Dakota Access Pipeline

(NaturalNews) On October 11, journalist and documentary filmmaker, Deia Schlosberg, was arrested while filming, in her professional capacity, a protest in solidarity with the struggle against the Dakota Access Pipeline.

Rather than recognizing the right of journalists to document First Amendment activity, the prosecutor charged Schlosberg with three felonies: conspiracy to theft of property, conspiracy to theft of services and conspiracy to tampering with or damaging a public service. If convicted of all charges, the journalist could be sentenced to 45 years in prison.

The Dakota Access Pipeline is a controversial oil pipeline that has come under fierce resistance in North Dakota, where it is slated to cross indigenous land recognized as sovereign in treaties with the U.S. government. Protesters say the pipeline would destroy sacred sites and threaten water supplies across the Midwest.

Government protecting fossil fuel interests

Schlosberg was arrested while filming a protest in Walhalla, North Dakota, where activists shut down a tar sands pipeline in solidarity with the Dakota Access struggle. Police confiscated her footage and held her for a full 48 hours before filing charges.

In a recent statement, Schlosberg noted how the mainstream media has consistently failed to give due attention to struggles against fossil fuel infrastructure.

"The mainstream did not break the story on fracking nor did it break the story about what is happening at the Standing Rock reservation in North Dakota," she said.

"Accordingly, I felt I had a duty to document the unprecedented #ShutItDown climate action, which stopped all Canadian oil sands from entering the United States. Canadian oil sands importation is a controversial issue that is not getting the coverage it warrants, especially considering that the extraction and use of oil sands has a profound impact on every person on this planet."

Observers immediately condemned the felony charges as unconstitutional and politically motivated.

"They have in my view violated the First Amendment," said Josh Fox, producer of the film Gasland.

"They threw the book at Deia for being a journalist."

NSA surveillance whistleblower, Edward Snowden, pointed out that the charges he faces for leaking government documents carry a maximum sentence of 30 years, compared with the 45 faced by Schlosberg for filming a protest.

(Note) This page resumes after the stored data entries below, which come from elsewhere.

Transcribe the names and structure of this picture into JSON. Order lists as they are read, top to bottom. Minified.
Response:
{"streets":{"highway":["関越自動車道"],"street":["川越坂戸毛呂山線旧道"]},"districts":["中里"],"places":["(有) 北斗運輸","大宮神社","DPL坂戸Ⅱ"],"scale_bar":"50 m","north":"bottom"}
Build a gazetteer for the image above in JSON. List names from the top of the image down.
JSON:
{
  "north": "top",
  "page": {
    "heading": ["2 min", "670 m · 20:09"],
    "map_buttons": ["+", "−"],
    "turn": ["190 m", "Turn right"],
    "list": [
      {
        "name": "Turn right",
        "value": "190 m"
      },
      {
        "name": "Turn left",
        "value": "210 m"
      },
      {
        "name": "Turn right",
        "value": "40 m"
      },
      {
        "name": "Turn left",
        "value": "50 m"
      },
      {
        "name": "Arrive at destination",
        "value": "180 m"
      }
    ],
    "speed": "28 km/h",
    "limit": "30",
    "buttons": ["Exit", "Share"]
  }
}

A group of celebrities including Neil Young, Mark Ruffalo and Daryl Hannah have signed a letter calling on President Obama and North Dakota Governor Jack Dalrymple to intervene on Schlosberg's behalf, calling the charges against her "unfair, unjust, and illegal."

Attack on the First Amendment

In an op-ed in The Nation, Fox notes that Schlosberg's case is just part of a larger war on journalists who dare challenge the fossil fuel industry.

"The arrest of journalists, filmmakers, and others witnessing and reporting on citizen protests against fossil-fuel infrastructure ... is part of a worrisome and growing pattern," he wrote.

Recently, actress Shailene Woodley was arrested simply for live-streaming a prayer event taking place at the Dakota Access construction site.

"She was singled out, the police told her, because she was well-known and had 40,000 people watching live on her Facebook page," Fox wrote. "Other filmmakers shooting protest actions along the pipeline have also been arrested."

Another case that sparked widespread outrage was that of Amy Goodman of Democracy Now!, who had a warrant issued for her arrest after she broadcast footage of private Dakota Access security guards loosing attack dogs on nonviolent protesters. The charge was later changed to "participating in a riot."

"They saw that they could never make that [trespassing] charge stick, so now they want to charge me with rioting," said Goodman. "I wasn't trespassing, I wasn't engaging in a riot, I was doing my job as a journalist by covering a violent attack on Native American protesters."

The charges were eventually dropped. But according to Reporters Without Borders, they "never should have been filed in the first place."

"The First Amendment and the Constitution are at stake," Fox wrote. "If we lose it, we lose America too."